:: GOAL OF THE EXERCISE ::
Every line of the material that mentions the word "rows" should be copied out.

:: RECORDS FOR THIS EXERCISE ::
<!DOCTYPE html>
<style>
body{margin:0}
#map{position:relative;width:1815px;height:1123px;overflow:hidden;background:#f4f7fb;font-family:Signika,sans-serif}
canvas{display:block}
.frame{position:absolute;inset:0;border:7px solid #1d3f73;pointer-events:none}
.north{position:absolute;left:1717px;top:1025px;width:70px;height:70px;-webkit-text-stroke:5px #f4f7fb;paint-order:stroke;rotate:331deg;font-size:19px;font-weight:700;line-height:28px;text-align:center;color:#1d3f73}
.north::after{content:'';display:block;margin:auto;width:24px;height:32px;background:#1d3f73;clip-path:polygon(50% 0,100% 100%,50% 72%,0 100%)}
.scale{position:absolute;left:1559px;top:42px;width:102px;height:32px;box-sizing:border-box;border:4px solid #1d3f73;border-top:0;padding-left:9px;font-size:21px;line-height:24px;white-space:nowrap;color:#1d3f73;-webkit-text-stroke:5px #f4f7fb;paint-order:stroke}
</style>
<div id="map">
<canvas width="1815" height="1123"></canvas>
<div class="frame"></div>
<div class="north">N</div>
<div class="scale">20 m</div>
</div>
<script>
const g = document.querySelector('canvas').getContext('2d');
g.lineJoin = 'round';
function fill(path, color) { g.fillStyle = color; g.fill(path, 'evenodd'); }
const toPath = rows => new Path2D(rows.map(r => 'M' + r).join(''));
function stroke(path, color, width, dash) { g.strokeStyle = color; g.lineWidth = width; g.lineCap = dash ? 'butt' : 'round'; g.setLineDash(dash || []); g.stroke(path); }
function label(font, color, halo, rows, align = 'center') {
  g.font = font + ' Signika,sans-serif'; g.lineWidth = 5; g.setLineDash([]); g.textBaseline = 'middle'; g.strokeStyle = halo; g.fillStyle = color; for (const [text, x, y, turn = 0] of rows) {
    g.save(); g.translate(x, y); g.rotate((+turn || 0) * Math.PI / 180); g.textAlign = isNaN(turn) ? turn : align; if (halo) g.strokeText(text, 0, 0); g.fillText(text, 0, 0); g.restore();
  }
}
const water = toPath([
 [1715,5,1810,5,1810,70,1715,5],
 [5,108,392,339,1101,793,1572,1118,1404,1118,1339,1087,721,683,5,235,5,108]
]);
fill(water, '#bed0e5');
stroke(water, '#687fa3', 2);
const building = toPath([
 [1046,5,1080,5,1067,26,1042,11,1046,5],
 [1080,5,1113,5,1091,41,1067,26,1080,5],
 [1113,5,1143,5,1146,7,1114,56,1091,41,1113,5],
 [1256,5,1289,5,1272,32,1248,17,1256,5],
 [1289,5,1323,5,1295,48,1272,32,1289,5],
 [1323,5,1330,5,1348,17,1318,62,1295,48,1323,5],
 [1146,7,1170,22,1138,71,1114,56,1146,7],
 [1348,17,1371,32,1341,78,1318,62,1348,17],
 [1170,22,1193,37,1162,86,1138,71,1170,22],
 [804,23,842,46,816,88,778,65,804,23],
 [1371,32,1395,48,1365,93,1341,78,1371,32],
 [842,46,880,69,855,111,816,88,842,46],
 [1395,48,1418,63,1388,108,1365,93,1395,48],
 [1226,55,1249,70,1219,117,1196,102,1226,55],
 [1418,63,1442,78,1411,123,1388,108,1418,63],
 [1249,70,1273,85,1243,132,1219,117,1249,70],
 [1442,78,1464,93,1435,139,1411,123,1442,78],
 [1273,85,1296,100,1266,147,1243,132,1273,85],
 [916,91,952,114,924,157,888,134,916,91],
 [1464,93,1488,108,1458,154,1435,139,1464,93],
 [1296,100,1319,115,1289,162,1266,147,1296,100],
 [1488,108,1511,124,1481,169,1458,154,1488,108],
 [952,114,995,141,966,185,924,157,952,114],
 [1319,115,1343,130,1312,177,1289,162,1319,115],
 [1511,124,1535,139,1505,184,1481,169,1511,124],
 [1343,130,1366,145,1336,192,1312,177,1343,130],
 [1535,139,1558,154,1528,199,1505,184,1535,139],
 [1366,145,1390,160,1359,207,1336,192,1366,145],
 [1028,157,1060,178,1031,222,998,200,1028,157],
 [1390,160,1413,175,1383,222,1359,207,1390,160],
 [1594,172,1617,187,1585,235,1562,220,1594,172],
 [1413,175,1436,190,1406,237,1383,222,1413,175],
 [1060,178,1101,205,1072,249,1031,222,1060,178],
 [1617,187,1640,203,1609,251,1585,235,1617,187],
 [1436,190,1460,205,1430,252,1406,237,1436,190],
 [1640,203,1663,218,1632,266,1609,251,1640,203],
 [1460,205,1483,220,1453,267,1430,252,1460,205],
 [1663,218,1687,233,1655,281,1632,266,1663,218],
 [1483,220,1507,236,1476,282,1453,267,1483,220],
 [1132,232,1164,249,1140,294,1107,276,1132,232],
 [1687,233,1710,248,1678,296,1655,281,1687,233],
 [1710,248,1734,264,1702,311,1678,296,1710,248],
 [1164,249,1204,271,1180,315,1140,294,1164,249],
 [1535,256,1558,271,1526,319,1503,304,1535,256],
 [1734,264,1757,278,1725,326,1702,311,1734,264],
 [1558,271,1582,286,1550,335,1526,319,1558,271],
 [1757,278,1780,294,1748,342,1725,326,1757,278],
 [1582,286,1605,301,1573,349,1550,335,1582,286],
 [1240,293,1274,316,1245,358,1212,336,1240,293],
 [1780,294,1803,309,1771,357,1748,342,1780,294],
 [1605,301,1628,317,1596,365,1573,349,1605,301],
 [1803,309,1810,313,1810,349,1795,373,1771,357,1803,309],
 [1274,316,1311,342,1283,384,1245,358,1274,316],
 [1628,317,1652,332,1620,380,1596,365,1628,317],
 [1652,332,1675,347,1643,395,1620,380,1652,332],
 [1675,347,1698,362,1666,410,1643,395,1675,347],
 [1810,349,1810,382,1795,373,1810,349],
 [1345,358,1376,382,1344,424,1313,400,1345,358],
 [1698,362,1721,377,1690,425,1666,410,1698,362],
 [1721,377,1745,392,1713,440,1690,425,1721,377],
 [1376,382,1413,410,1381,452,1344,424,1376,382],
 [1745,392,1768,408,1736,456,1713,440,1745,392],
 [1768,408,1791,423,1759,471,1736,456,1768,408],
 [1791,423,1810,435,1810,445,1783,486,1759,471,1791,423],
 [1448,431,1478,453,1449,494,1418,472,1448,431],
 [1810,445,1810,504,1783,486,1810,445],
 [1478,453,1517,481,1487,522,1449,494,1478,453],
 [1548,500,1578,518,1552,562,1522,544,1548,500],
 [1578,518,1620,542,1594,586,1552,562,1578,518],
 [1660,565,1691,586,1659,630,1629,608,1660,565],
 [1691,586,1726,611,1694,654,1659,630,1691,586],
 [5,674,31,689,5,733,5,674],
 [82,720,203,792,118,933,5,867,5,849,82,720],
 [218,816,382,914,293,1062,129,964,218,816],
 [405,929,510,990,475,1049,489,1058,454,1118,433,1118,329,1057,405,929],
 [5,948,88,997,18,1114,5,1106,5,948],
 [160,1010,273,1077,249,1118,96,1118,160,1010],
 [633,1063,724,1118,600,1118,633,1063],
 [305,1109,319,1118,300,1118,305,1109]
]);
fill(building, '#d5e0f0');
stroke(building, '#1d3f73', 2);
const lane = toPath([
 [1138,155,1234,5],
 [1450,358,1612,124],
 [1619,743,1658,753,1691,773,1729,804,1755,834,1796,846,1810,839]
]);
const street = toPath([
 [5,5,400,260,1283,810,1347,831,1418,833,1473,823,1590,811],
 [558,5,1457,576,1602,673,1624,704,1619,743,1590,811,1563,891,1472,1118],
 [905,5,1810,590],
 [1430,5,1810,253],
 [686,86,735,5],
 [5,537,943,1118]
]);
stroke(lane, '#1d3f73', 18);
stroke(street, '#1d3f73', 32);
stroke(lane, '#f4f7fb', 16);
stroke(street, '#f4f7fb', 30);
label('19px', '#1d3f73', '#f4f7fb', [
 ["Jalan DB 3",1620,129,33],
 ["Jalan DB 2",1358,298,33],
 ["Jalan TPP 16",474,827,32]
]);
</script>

:: SOLUTION TO THE PROBLEM ::
const toPath = rows => new Path2D(rows.map(r => 'M' + r).join(''));
function label(font, color, halo, rows, align = 'center') {
  g.font = font + ' Signika,sans-serif'; g.lineWidth = 5; g.setLineDash([]); g.textBaseline = 'middle'; g.strokeStyle = halo; g.fillStyle = color; for (const [text, x, y, turn = 0] of rows) {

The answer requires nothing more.